# 1. One-Sample T-Test
This test will determine if the average math score of a sample of students is significantly different from a hypothesized value. Let's hypothesize that the average math score is 65.

Null Hypothesis (H0): The average math score of the students is 65.

Alternative Hypothesis (H1): The average math score of the students is not 65.

In [None]:
import pandas as pd
from scipy import stats

# Load the dataset
df = pd.read_csv('StudentsPerformance.csv')

# Take a sample of 100 students
sample_df = df.sample(n=100, random_state=42)

# Hypothesized population mean for math score
population_mean_math = 65

# Perform one-sample t-test
t_statistic, p_value = stats.ttest_1samp(sample_df['math score'], population_mean_math)

print(f"T-statistic: {t_statistic}")
print(f"P-value: {p_value}")

# Interpret the results
if p_value < 0.05:
    print("Reject the null hypothesis: The average math score is significantly different from 65.")
else:
    print("Fail to reject the null hypothesis: There is not enough evidence to say the average math score is different from 65.")

# 2. Two-Sample (Independent) T-Test
Here, we will compare the mean math score between male and female students.

Null Hypothesis (H0): There is no difference in the mean math score between male and female students.

Alternative Hypothesis (H1): There is a significant difference in the mean math score between male and female students.

In [None]:
import pandas as pd
from scipy import stats

# Load the dataset
df = pd.read_csv('StudentsPerformance.csv')

# Separate the data based on gender
male_scores = df[df['gender'] == 'male']['math score']
female_scores = df[df['gender'] == 'female']['math score']

# Perform independent t-test
t_statistic, p_value = stats.ttest_ind(male_scores, female_scores, equal_var=False)

print(f"T-statistic: {t_statistic}")
print(f"P-value: {p_value}")

# Interpret the results
if p_value < 0.05:
    print("Reject the null hypothesis: There is a significant difference in math scores between male and female students.")
else:
    print("Fail to reject the null hypothesis: There is no significant difference in math scores between male and female students.")

# 3. Paired Sample T-Test

This test will determine if there is a significant difference between students' math score and their reading score.

Null Hypothesis (H0): There is no significant difference between the mean math score and the mean reading score.

Alternative Hypothesis (H1): There is a significant difference between the mean math score and the mean reading score.

In [None]:
import pandas as pd
from scipy import stats

# Load the dataset
df = pd.read_csv('StudentsPerformance.csv')

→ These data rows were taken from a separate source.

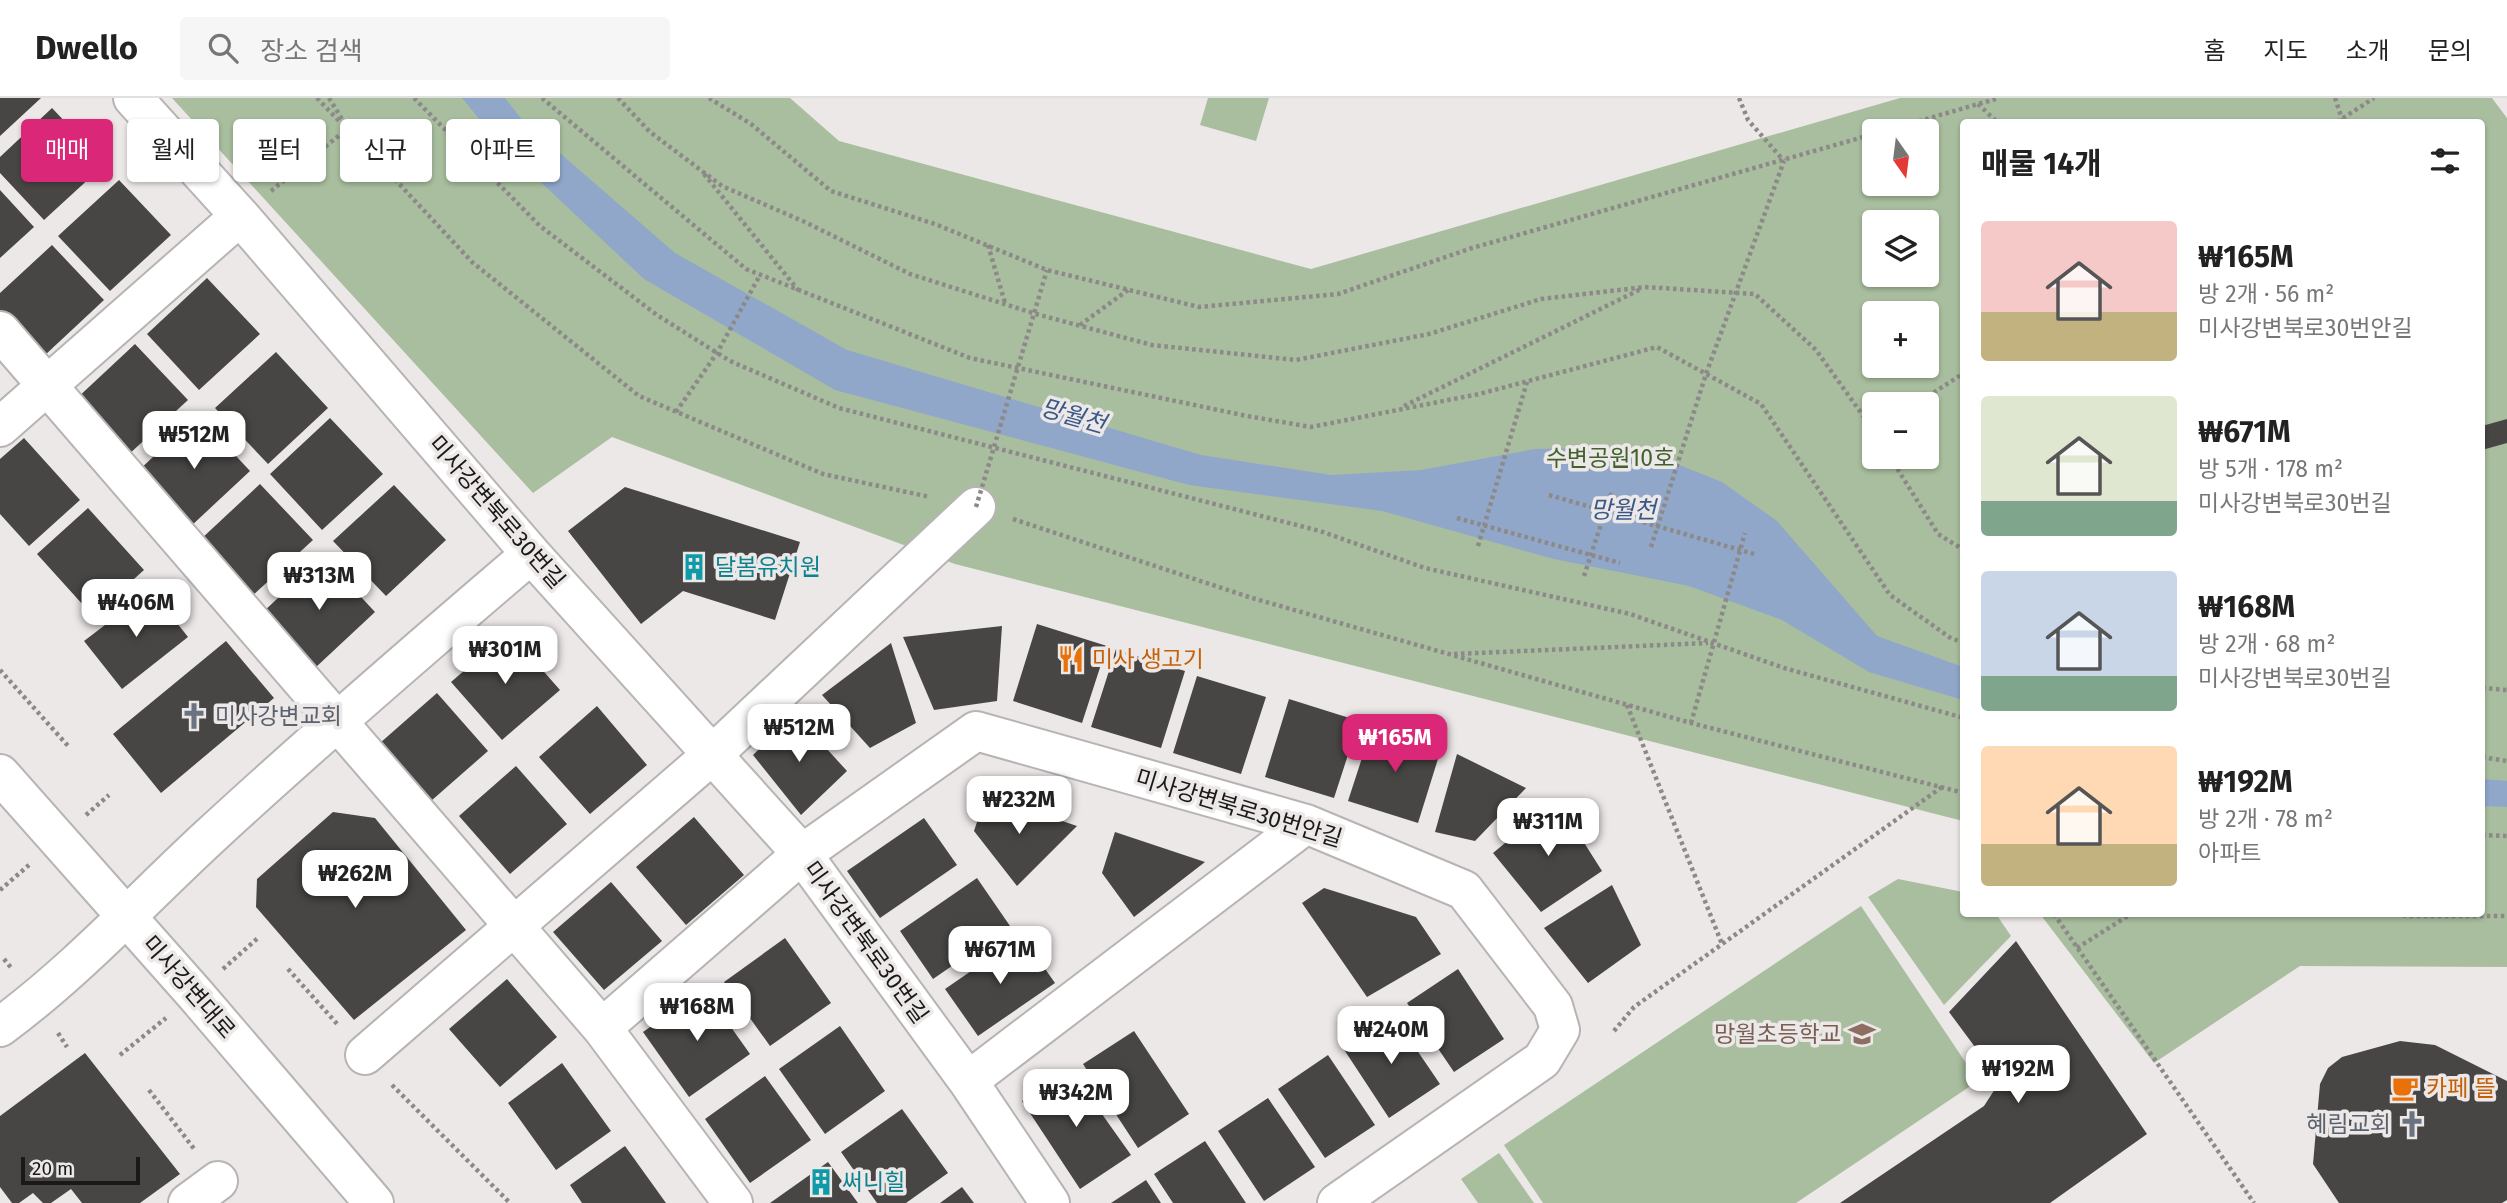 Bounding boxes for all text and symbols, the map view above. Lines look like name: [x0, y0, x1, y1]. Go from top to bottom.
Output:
search box: [180, 17, 670, 80]
text: Dwello: [35, 28, 138, 68]
icon: search: [204, 29, 242, 67]
text: 장소 검색: [260, 36, 363, 67]
text: 홈: [2203, 37, 2225, 65]
text: 지도: [2263, 37, 2308, 65]
text: 소개: [2346, 37, 2390, 65]
text: 문의: [2428, 37, 2472, 65]
chip: 매매: [21, 119, 113, 182]
chip: 월세: [127, 119, 219, 182]
chip: 필터: [233, 119, 326, 182]
chip: 신규: [340, 119, 432, 182]
chip: 아파트: [446, 119, 560, 182]
north arrow: [1862, 119, 1939, 196]
map controls: [1862, 119, 1939, 469]
icon: filters: [2426, 142, 2464, 180]
text: 매물 14개: [1981, 146, 2102, 182]
button: layers: [1862, 210, 1939, 287]
text: ₩165M: [2198, 239, 2294, 275]
icon: home: [2037, 249, 2121, 333]
text: 방 2개 · 56 m²: [2198, 280, 2334, 308]
button: +: [1862, 301, 1939, 378]
text: 미사강변북로30번안길: [2198, 314, 2413, 342]
button: −: [1862, 392, 1939, 469]
water label: 망월천: [1037, 393, 1111, 439]
pin: ₩512M: [145, 412, 243, 471]
text: ₩671M: [2198, 414, 2291, 450]
text: ₩512M: [158, 420, 230, 448]
icon: home: [2037, 424, 2121, 508]
street label: 미사강변북로30번길: [423, 430, 571, 594]
park label: 수변공원10호: [1546, 444, 1674, 472]
text: 방 5개 · 178 m²: [2198, 455, 2343, 483]
text: 미사강변북로30번길: [2198, 489, 2392, 517]
water label: 망월천: [1590, 496, 1659, 524]
pin: ₩313M: [270, 552, 368, 612]
building icon: 달봄유치원: [679, 552, 709, 582]
place label: 달봄유치원: [715, 553, 821, 581]
text: ₩313M: [283, 561, 355, 589]
pin: ₩406M: [87, 580, 185, 639]
text: ₩406M: [98, 588, 174, 616]
text: ₩168M: [2198, 589, 2295, 625]
icon: home: [2037, 599, 2121, 683]
pin: ₩301M: [456, 626, 554, 686]
text: 방 2개 · 68 m²: [2198, 630, 2335, 658]
text: ₩301M: [468, 635, 542, 663]
restaurant icon: 미사 생고기: [1056, 644, 1086, 674]
place label: 미사 생고기: [1092, 645, 1204, 673]
text: 미사강변북로30번길: [2198, 664, 2392, 692]
church icon: 미사강변교회: [179, 701, 209, 731]
place label: 미사강변교회: [215, 702, 342, 730]
pin: ₩512M: [750, 704, 848, 764]
text: ₩512M: [763, 713, 835, 741]
pin: ₩165M: [1346, 714, 1444, 774]
text: ₩165M: [1358, 723, 1432, 751]
street label: 미사강변북로30번안길: [1132, 763, 1346, 853]
text: ₩192M: [2198, 764, 2293, 800]
icon: home: [2037, 774, 2121, 858]
pin: ₩232M: [970, 776, 1068, 836]
text: ₩232M: [983, 785, 1055, 813]
pin: ₩311M: [1499, 798, 1597, 858]
text: 방 2개 · 78 m²: [2198, 805, 2333, 833]
text: ₩311M: [1513, 807, 1583, 835]
text: 아파트: [2198, 839, 2261, 867]
pin: ₩262M: [306, 850, 404, 910]
street label: 미사강변북로30번길: [798, 855, 934, 1029]
text: ₩262M: [318, 859, 392, 887]
pin: ₩671M: [951, 926, 1049, 986]
street label: 미사강변대로: [137, 930, 241, 1044]
text: ₩671M: [964, 935, 1036, 963]
pin: ₩168M: [648, 984, 746, 1043]
text: ₩168M: [660, 992, 734, 1020]
pin: ₩240M: [1342, 1006, 1440, 1066]
text: ₩240M: [1353, 1015, 1429, 1043]
school or university icon: 망월초등학교: [1847, 1019, 1877, 1049]
place label: 망월초등학교: [1714, 1020, 1841, 1048]
pin: ₩192M: [1969, 1046, 2067, 1105]
text: ₩192M: [1982, 1054, 2054, 1082]
pin: ₩342M: [1027, 1070, 1125, 1129]
cafe icon: 카페 뜰: [2390, 1073, 2420, 1103]
place label: 카페 뜰: [2426, 1074, 2496, 1102]
text: ₩342M: [1039, 1078, 1113, 1106]
church icon: 혜림교회: [2397, 1109, 2427, 1139]
place label: 혜림교회: [2306, 1110, 2391, 1138]
scale bar: [21, 1154, 140, 1186]
text: 20 m: [32, 1157, 73, 1180]
building icon: 써니힐: [806, 1167, 836, 1197]
place label: 써니힐: [842, 1168, 905, 1196]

# Perform the Paired Sample T-Test
t_statistic, p_value = stats.ttest_rel(df['math score'], df['reading score'])

print(f"T-statistic: {t_statistic}")
print(f"P-value: {p_value}")

# Interpret the results
if p_value < 0.05:
    print("Reject the null hypothesis: There is a statistically significant difference between math and reading scores.")
else:
    print("Fail to reject the null hypothesis: There is no statistically significant difference between math and reading scores.")

# 4. One-Sample Z-Test
We'll use a Z-test to see if the average reading score of all students in the dataset is significantly different from 70.

Null Hypothesis (H0): The average reading score is 70.

Alternative Hypothesis (H1): The average reading score is not 70.

In [None]:
import pandas as pd
from statsmodels.stats import weightstats as stests

# Load the dataset
df = pd.read_csv('StudentsPerformance.csv')

# Perform one-sample z-test on reading score
z_statistic, p_value = stests.ztest(df['reading score'], value=70)

print(f"Z-statistic: {z_statistic}")
print(f"P-value: {p_value}")

# Interpret the results
if p_value < 0.05:
    print("Reject the null hypothesis: The average reading score is significantly different from 70.")
else:
    print("Fail to reject the null hypothesis: There is not enough evidence to say the average reading score is different from 70.")

# 5. Two-Sample Z-Test
This test will compare the mean writing score of students who completed the test preparation course versus those who did not.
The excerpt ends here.